In fact, the only likeable people we meet is Chief O'Brien, who's transfered from Next Generation duty to Deep Space Nine duty, a promotion for both the character and the actor. It's also probably one of the smartest moves The Franchise ever made (transferring Worf in the same manner comes in at a very close second). Colm Meaney hits the ground running right from his opening scene and doesn't once let up for the entire run of the series — so much so that he becomes the go-to guy for those angsty episodes (aka, the "Let's beat the shit out of O'Brien hour") and for a solid support when things get kind of crazy in the plot.
The other likeable character is science officer Jadzia Dax, who's got a history with Sisko. Not that kind of history (get yer minds outta the gutter). She's a joined Trill (and we learn in the episode that not all Trills get to host a Trill Worm — that's only reserved for potential hosts who prove they're worthy). It just so happens that Kurzon, the previous host for Dax (the worm), was Sisko's mentor and one of his best friends.

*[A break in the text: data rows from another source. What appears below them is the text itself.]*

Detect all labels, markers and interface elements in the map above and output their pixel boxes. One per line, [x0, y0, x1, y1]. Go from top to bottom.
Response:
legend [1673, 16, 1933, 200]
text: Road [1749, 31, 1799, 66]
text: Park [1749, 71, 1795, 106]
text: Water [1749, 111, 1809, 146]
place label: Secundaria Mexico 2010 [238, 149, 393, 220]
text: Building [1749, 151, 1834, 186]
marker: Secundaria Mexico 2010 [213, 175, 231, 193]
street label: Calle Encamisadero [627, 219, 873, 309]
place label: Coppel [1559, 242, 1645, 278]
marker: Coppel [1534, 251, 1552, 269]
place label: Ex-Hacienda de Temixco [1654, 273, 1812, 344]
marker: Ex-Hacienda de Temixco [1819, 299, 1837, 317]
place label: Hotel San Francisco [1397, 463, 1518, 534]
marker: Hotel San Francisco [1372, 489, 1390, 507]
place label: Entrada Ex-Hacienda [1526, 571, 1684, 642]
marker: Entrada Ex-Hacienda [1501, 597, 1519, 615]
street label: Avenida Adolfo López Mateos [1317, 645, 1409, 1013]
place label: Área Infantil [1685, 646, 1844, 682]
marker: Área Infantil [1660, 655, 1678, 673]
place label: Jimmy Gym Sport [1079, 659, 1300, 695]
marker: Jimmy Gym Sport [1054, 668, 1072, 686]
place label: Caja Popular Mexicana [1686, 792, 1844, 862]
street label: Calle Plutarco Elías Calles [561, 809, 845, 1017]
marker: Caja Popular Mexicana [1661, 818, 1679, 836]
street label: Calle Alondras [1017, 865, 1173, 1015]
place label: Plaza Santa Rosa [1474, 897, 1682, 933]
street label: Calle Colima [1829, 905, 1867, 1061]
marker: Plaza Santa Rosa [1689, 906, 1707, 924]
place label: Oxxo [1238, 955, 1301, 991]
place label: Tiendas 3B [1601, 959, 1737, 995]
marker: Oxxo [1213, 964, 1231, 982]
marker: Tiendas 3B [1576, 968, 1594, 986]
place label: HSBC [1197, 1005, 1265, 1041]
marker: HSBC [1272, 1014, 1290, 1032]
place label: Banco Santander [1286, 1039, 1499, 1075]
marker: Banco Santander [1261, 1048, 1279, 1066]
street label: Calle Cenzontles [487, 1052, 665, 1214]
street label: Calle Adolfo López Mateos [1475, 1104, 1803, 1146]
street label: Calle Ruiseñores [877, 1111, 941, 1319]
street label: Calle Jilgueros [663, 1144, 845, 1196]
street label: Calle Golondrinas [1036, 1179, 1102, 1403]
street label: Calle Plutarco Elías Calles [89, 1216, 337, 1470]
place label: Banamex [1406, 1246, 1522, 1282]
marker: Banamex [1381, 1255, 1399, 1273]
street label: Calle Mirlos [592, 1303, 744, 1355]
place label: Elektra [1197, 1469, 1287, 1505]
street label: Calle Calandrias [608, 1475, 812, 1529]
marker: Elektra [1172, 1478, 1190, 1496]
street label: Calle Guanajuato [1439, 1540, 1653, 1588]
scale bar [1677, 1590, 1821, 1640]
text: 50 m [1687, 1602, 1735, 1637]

And here I do want to throw in a another nice relationship-type thing: This one between Sisko and Dax, although I'm not sure how much to attribute to the writing or the acting. Through the first half of the season, both Sisko and Dax spend some time feeling out the new relationship they've got as a result of a host-change. Nothing angsty, or even really in-your-face. It's more of a case that Jadzia is not Sisko's beloved mentor, and Sisko (rightfully so since it's his issue and not Jadzia's) has to come to grips with the notion that he's dealing with someone who's both an intimate friend and a complete stranger. It's interesting to see their relationship settle into one that's an easy friendship during off-duty times, and where Sisko is the superior officer when they're on duty. And, hell, I love it whenever Sisko affectionately calls the 28-year-old Jadzia (with 300-year-old Dax inside) the "old man."
And, of course, we have to get into the wormhole linking the Alpha and Gamma quadrants and the aliens who live inside it. Without it, there'd be no show. To the Federation and the other big Alpha Quadrant powers, the wormhole presents an opportunity for exploration and trade that's irresistible because it's now too hard to find the same thing in their corner of Star Trek universe. To Bajoran nationalists, it's the key to self-sufficiency and making Bajor a real power in its own right. To the Bajoran religious it's the Celestial Temple and the inhabitants (the wormhole aliens) are The Prophets — in essence, the Bajoran gods.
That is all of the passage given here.